> What is being asked
The full listing, exactly as written and with no images, is the expected output.

⟨

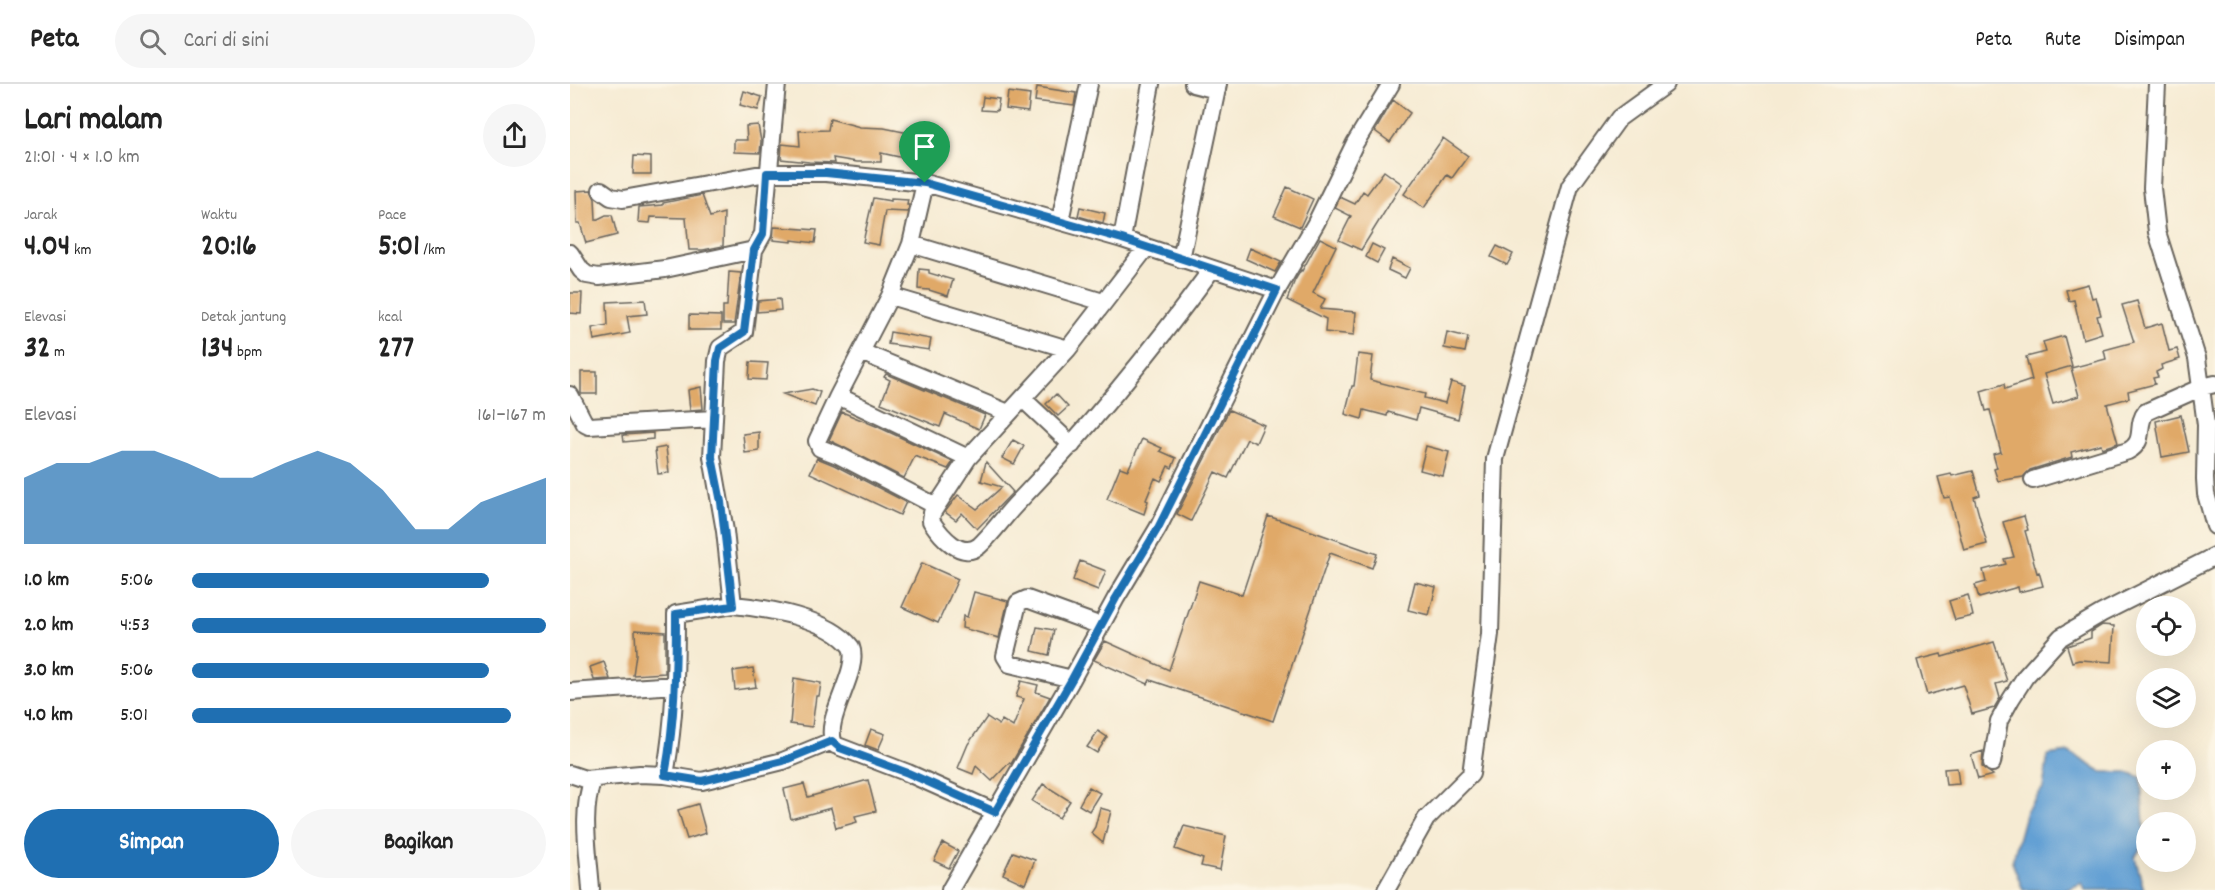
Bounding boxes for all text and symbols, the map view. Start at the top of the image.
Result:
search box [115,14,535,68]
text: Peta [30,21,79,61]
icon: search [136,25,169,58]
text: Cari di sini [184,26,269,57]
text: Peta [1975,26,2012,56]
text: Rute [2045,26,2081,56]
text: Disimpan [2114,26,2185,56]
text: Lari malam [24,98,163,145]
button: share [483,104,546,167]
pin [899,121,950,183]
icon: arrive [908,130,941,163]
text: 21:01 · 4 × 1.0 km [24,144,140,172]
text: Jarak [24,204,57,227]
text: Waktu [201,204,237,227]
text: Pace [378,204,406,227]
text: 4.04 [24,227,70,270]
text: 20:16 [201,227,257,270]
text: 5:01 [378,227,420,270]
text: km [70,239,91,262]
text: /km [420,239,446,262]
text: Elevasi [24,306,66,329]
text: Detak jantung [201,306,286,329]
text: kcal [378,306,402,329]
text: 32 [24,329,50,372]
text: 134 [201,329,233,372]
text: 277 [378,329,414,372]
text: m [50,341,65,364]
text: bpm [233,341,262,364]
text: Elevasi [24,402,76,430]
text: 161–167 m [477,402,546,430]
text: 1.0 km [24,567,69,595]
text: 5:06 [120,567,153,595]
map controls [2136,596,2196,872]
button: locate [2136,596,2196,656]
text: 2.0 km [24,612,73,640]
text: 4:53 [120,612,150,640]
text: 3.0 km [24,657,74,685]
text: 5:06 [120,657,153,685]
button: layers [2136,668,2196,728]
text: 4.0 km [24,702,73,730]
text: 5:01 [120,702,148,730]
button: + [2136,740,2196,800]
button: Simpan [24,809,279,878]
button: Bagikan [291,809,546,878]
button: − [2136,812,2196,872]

⟩

> Answer area
Bounding boxes for all text and symbols, the map view. Start at the top of the image.
Result:
search box [115,14,535,68]
text: Peta [30,21,79,61]
icon: search [136,25,169,58]
text: Cari di sini [184,26,269,57]
text: Peta [1975,26,2012,56]
text: Rute [2045,26,2081,56]
text: Disimpan [2114,26,2185,56]
text: Lari malam [24,98,163,145]
button: share [483,104,546,167]
pin [899,121,950,183]
icon: arrive [908,130,941,163]
text: 21:01 · 4 × 1.0 km [24,144,140,172]
text: Jarak [24,204,57,227]
text: Waktu [201,204,237,227]
text: Pace [378,204,406,227]
text: 4.04 [24,227,70,270]
text: 20:16 [201,227,257,270]
text: 5:01 [378,227,420,270]
text: km [70,239,91,262]
text: /km [420,239,446,262]
text: Elevasi [24,306,66,329]
text: Detak jantung [201,306,286,329]
text: kcal [378,306,402,329]
text: 32 [24,329,50,372]
text: 134 [201,329,233,372]
text: 277 [378,329,414,372]
text: m [50,341,65,364]
text: bpm [233,341,262,364]
text: Elevasi [24,402,76,430]
text: 161–167 m [477,402,546,430]
text: 1.0 km [24,567,69,595]
text: 5:06 [120,567,153,595]
map controls [2136,596,2196,872]
button: locate [2136,596,2196,656]
text: 2.0 km [24,612,73,640]
text: 4:53 [120,612,150,640]
text: 3.0 km [24,657,74,685]
text: 5:06 [120,657,153,685]
button: layers [2136,668,2196,728]
text: 4.0 km [24,702,73,730]
text: 5:01 [120,702,148,730]
button: + [2136,740,2196,800]
button: Simpan [24,809,279,878]
button: Bagikan [291,809,546,878]
button: − [2136,812,2196,872]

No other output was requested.